Although these crunchy delights were most likely stale the majority of times I put a handful of them on my plate, they sure were delicious. Nothing more than fried potato slices with a mysterious seasoning, these “signature” chips were the most fitting side to any meal. I may have been the only one who actually ate them, however, because I’m pretty certain the exact same bowl of chips was left out the entire semester. Either way, they truly were a treat, and I can only hope to find them in D-Hub (Gibbon’s sub-par replacement) awaiting my consumption.
The Dash
For those who are unaware, the infamous “D-Hall Dash” is the literal ‘dash’ one must often make to the Gibbons restroom immediately following the consumption of any D-Hall meal. You know exactly what I mean. As ridiculous as it may sound, the Dash is one of my favorite features of D-Hall; it’s nearly unavoidable, and it would be foolish not to mention it when discussing anything about D-Hall’s many meals. Anyone who’s grown accustomed to eating at least one daily D-Hall meal would tell you that consuming the meal is only half the excitement, and the second half is soon to follow. I’m not too sure how normal or healthy this phenomenon is, but regardless, I think I’ll grow to miss those thrilling bathroom dashes.
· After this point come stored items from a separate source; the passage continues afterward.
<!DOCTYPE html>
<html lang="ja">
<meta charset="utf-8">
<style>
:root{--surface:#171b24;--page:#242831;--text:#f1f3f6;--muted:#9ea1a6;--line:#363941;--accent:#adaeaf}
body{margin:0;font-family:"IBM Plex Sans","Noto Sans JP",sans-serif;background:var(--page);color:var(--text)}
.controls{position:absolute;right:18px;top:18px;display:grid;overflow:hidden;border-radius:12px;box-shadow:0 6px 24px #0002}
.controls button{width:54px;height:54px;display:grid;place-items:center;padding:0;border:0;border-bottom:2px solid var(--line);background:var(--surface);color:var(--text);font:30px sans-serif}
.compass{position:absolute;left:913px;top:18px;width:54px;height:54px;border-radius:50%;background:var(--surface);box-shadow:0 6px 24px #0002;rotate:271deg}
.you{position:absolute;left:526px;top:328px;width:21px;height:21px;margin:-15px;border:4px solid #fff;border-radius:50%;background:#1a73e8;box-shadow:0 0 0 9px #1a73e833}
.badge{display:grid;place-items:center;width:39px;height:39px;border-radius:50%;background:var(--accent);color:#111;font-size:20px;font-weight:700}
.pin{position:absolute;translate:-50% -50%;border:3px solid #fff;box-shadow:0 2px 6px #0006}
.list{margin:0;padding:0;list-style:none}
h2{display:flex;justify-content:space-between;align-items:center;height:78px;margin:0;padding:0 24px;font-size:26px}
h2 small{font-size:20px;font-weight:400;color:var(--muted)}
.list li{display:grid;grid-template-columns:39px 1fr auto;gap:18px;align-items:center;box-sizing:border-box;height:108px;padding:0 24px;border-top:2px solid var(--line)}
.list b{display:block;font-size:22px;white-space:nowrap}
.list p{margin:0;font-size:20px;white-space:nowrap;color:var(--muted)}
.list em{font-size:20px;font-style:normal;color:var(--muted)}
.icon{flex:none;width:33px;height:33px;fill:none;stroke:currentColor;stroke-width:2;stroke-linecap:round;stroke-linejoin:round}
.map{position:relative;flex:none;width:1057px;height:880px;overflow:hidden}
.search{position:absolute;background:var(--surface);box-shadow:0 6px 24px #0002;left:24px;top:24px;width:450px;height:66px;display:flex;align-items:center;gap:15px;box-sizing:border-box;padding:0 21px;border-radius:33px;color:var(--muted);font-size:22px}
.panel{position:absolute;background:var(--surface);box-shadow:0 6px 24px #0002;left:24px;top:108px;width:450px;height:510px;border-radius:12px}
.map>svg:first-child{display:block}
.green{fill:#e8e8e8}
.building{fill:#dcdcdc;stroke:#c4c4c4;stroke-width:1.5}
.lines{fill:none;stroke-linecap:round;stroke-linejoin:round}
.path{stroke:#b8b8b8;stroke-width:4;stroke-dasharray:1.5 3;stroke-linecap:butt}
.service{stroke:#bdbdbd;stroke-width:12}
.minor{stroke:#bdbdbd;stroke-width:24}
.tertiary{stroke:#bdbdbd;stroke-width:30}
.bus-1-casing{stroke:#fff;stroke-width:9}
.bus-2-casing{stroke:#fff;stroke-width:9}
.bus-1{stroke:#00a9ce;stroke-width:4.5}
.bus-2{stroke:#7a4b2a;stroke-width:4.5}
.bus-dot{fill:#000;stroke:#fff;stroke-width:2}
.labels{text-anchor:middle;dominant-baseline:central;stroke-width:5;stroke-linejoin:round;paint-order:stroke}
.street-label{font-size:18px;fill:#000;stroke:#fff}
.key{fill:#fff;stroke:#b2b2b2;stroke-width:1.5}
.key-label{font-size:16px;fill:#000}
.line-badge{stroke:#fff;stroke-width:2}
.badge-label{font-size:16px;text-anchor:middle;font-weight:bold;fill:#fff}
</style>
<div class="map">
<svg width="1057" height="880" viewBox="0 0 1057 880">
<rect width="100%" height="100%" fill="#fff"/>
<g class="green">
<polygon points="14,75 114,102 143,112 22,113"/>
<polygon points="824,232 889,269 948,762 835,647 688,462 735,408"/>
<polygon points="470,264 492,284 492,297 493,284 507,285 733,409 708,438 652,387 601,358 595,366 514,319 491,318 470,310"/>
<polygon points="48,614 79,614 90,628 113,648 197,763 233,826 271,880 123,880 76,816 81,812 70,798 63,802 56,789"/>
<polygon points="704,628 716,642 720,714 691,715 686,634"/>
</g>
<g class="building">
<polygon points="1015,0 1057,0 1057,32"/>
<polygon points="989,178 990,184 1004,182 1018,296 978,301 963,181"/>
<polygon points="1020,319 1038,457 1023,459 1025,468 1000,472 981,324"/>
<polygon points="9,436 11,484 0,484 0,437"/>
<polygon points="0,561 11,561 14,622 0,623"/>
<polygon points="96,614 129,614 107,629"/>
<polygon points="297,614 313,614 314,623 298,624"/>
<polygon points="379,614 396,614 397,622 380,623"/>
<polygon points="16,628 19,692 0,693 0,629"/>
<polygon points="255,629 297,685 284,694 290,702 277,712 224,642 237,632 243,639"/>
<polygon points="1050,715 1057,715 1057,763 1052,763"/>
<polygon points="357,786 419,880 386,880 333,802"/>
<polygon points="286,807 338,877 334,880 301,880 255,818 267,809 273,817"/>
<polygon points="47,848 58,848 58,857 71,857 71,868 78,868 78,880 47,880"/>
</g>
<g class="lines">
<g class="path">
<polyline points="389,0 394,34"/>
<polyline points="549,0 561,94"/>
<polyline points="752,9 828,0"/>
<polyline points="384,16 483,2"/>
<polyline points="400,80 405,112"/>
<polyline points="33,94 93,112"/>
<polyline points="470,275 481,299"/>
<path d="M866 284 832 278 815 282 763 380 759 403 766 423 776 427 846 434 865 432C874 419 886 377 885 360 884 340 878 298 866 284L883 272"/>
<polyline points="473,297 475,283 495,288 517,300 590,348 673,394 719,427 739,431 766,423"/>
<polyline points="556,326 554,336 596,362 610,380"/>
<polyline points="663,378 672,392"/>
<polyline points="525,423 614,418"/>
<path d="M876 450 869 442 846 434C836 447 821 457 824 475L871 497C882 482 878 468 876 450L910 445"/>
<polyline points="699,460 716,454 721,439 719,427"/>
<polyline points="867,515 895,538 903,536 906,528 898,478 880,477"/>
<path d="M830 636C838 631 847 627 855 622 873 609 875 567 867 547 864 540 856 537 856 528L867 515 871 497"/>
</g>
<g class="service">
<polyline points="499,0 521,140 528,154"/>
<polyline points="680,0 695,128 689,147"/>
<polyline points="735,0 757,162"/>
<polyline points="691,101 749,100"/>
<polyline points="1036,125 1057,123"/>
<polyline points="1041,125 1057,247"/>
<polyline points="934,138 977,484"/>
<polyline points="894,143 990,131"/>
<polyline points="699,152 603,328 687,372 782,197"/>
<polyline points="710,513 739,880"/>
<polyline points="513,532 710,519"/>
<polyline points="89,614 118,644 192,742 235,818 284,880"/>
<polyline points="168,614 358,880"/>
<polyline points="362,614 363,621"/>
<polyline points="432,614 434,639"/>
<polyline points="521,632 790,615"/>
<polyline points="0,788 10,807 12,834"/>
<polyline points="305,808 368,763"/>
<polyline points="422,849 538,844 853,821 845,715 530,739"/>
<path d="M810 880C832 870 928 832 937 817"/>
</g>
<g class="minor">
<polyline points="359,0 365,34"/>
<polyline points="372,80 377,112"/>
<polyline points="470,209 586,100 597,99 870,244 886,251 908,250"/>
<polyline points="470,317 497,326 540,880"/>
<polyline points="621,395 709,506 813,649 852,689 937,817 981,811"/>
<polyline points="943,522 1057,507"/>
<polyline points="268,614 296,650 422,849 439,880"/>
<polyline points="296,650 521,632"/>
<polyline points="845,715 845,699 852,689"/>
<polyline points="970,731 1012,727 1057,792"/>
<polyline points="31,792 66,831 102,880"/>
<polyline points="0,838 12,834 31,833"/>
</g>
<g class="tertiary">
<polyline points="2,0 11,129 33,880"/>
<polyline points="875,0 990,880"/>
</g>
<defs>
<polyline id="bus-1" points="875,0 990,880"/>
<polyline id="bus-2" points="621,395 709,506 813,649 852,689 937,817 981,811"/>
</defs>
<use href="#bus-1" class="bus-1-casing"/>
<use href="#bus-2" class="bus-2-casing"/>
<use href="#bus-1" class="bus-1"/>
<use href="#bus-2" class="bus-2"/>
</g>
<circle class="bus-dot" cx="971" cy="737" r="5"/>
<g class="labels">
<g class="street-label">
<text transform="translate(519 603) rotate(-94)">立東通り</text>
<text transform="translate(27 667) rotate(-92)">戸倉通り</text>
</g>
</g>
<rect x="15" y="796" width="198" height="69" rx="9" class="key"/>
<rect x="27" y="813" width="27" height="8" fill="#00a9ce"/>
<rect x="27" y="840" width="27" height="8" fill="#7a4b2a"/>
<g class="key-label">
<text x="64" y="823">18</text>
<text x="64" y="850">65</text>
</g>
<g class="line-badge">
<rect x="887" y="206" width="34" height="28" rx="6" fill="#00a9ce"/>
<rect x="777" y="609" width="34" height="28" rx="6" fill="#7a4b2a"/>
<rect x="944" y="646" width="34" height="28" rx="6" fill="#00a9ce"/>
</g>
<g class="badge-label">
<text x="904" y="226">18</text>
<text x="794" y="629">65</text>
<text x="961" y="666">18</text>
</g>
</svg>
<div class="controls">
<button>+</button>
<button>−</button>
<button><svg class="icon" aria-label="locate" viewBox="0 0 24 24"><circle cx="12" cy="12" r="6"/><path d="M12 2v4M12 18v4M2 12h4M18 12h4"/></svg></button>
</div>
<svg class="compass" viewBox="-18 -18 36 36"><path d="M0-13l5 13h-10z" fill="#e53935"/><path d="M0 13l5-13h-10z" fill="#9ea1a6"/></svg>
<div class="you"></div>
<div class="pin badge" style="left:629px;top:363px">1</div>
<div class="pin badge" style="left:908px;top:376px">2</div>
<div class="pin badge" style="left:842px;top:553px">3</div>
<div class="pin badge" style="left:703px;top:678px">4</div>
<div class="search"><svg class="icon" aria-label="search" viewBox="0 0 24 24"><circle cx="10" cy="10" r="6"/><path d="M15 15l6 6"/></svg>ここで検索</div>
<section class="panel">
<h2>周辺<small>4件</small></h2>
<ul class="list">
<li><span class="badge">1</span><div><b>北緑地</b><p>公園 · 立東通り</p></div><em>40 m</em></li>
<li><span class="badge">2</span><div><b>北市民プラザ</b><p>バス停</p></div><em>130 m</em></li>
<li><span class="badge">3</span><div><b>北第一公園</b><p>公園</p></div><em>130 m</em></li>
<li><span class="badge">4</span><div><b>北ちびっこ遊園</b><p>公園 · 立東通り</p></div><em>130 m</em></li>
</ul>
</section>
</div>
Many novels could be written in your praise, Gibbons, and although this shabby article certainly won’t do you justice, my hope is that your memory will live on through the generations of students who were lucky enough to find nourishment within your strangely circular walls. The seven features listed above may not be your greatest features, but they were some the most memorable.
Farewell, Gibbons Hall, may you rest in peace.